# Recommenders 2 -- (45min) 

## Goals of this practical:

1. Understand/Implement two common ranking metrics (~15min)
2. See how SVD model perform w/ respect to those metrics (~15min)
3. Understand the difference between implicit/explicit CF (~5min)
3. Know and implement a really simple ranking baseline (~5min)
4. Use a library to build an implicit recommender sysem (~5min)



## Data used : [smallest movie-lens dataset](https://grouplens.org/datasets/movielens/)

In this practical we use a small dataset of user ratings on movies. Specifically, we treat the dataset as list of $(user,item,rating)$ triplets.






In [None]:
## Uncomment this to install required packages if needed (and restart kernel !)
# ! pip install --upgrade pandas
# ! pip install --upgrade seaborn
# ! pip install --upgrade scikit-surprise
# ! pip install --upgrade numpy
# ! pip install --upgrade lightfm

In [None]:
import numpy as np # For array things
import pandas as pd # For handling data

## Loading Data  & creating train/test (same as before)

=> We still consider 20% as test

In [None]:
ratings = pd.read_csv("dataset/ratings.csv")
ratings.head(5)

train_indexes,test_indexes = [],[]

for index in range(len(ratings)):
    if index%5 == 0:
        test_indexes.append(index)
    else:
        train_indexes.append(index)

train_ratings = ratings.iloc[train_indexes].copy()
test_ratings = ratings.iloc[test_indexes].copy()

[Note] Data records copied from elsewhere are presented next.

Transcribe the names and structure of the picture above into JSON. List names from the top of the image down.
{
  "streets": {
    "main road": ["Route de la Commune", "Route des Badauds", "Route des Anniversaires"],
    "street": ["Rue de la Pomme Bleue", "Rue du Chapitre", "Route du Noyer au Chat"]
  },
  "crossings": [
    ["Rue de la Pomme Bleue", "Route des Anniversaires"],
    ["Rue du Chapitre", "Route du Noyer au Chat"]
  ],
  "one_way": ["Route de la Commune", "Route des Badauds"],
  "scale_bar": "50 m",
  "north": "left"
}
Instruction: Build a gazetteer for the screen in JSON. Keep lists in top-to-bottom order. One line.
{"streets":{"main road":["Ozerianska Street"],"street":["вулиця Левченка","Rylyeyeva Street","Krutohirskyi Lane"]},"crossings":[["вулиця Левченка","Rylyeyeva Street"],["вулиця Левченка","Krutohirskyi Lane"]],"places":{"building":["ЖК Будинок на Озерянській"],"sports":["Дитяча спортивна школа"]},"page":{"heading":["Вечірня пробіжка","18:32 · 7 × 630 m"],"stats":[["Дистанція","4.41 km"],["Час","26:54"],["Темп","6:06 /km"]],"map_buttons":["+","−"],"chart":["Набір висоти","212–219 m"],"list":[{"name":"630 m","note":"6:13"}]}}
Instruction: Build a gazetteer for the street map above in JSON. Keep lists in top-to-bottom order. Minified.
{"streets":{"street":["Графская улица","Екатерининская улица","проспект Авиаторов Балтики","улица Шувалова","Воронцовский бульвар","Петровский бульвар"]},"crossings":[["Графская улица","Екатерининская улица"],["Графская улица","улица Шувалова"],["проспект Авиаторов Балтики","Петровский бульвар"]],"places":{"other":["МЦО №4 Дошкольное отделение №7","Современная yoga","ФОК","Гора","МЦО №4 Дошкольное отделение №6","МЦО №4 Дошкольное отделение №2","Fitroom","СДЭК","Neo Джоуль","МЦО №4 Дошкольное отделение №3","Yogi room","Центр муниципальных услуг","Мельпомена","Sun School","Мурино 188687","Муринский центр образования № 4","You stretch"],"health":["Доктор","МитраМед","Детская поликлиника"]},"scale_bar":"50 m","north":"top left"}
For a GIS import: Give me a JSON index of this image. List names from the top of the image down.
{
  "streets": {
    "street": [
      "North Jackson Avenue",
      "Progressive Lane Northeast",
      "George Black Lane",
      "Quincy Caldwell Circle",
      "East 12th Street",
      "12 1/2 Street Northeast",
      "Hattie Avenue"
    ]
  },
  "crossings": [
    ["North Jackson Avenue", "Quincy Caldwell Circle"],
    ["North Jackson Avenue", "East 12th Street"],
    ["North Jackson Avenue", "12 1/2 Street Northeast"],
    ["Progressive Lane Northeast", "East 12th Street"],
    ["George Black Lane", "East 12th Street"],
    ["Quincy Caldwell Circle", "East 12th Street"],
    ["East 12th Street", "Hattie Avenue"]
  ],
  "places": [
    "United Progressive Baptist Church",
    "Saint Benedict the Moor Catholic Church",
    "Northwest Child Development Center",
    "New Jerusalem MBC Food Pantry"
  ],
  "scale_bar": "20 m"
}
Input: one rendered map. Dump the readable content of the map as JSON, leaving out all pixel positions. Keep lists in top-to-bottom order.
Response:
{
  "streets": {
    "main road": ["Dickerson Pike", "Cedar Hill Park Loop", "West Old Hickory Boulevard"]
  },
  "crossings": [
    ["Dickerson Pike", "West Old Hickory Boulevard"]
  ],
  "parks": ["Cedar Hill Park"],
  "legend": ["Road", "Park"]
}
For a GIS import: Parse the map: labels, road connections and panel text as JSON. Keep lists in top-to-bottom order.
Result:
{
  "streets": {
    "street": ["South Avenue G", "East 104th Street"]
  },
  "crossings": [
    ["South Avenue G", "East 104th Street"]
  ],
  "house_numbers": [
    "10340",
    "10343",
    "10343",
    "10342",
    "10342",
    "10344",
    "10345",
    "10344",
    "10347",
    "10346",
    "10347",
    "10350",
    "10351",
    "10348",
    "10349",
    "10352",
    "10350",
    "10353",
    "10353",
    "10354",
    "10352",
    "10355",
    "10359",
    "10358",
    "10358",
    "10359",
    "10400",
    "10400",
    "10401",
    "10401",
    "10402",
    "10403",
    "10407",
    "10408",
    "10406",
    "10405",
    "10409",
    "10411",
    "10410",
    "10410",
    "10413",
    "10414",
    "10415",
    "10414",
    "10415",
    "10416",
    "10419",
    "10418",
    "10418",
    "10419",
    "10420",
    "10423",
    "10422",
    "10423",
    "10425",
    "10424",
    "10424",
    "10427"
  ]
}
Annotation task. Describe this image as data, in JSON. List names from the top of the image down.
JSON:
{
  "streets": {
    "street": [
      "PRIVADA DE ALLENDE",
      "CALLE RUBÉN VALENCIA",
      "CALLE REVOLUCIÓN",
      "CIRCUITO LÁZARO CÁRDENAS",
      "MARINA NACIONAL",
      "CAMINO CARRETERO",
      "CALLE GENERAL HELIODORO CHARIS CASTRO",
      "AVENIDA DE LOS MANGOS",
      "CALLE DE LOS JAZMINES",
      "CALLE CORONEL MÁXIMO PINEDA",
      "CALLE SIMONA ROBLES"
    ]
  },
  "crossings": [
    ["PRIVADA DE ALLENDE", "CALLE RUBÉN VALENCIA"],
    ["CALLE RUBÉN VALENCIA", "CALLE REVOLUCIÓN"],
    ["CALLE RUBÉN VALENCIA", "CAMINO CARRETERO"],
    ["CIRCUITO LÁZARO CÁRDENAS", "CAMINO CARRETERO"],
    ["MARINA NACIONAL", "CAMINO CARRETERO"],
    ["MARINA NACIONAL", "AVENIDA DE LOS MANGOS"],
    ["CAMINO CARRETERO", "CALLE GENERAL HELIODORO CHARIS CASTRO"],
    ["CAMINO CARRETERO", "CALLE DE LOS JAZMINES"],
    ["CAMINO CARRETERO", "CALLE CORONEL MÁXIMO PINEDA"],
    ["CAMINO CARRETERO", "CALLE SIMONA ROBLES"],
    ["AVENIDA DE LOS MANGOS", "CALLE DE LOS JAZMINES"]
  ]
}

# Collaborative Filtering and Ranking Metrics

Most of the time recommender systems present $k$ items to the users. Therefore, recommenders are often evaluated by how many relevant items are in their $k$ set (using ranking metrics).

Different ranking methods exists such as:
- [Mean Reciprocal Rank](http://en.wikipedia.org/wiki/Mean_reciprocal_rank) 
- [normalized Discounted Cumulative Gain](https://en.wikipedia.org/wiki/Discounted_cumulative_gain)


## Mean Reciprocal Rank :

From [Wikipedia](https://en.wikipedia.org/wiki/Mean_reciprocal_rank):

> The mean reciprocal rank is a statistic measure for evaluating any process that produces a list of possible responses to a sample of queries, ordered by probability of correctness. The reciprocal rank of a query response is the multiplicative inverse of the rank of the first correct answer: 1 for first place, $\frac{1}{2}$ for second place, $\frac{1}{3}$ for third place and so on. The mean reciprocal rank is the average of the reciprocal ranks of results for a sample of queries Q

$$ MRR = \frac{1}{|Q|}\sum^{|Q|}_{i=1}\frac{1}{\text{rank}_i} $$





This metric can be used to assess the mean rank of relevant suggestions

## TODO: Implement MRR

In [None]:
test_list = [[0,0,1],[0,1,0],[1,0,0],[0,0,0]]

def rr(list_items):
    relevant_indexes = np.asarray(list_items).nonzero()[0]
    
    if len(relevant_indexes) > 0:
        
        #NOTE:
        # relevant_indexes[0] <= Contains the index of the 1st relevant item ([0,0,1] => 2)
        
        return # To Complete
    else:
        return # To Complete

def mrr(list_list_items):
    return # To Complete

mrr(test_list) #0.4583333333333333

## (normalized) Discounted Cumulative Gain:

From [Wikipedia](https://en.wikipedia.org/wiki/Discounted_cumulative_gain):

> Discounted cumulative gain (DCG) is a measure of ranking quality. In information retrieval, it is often used to measure effectiveness of web search engine algorithms or related applications. Using a graded relevance scale of documents in a search-engine result set, DCG measures the usefulness, or gain, of a document based on its position in the result list. The gain is accumulated from the top of the result list to the bottom, with the gain of each result discounted at lower ranks.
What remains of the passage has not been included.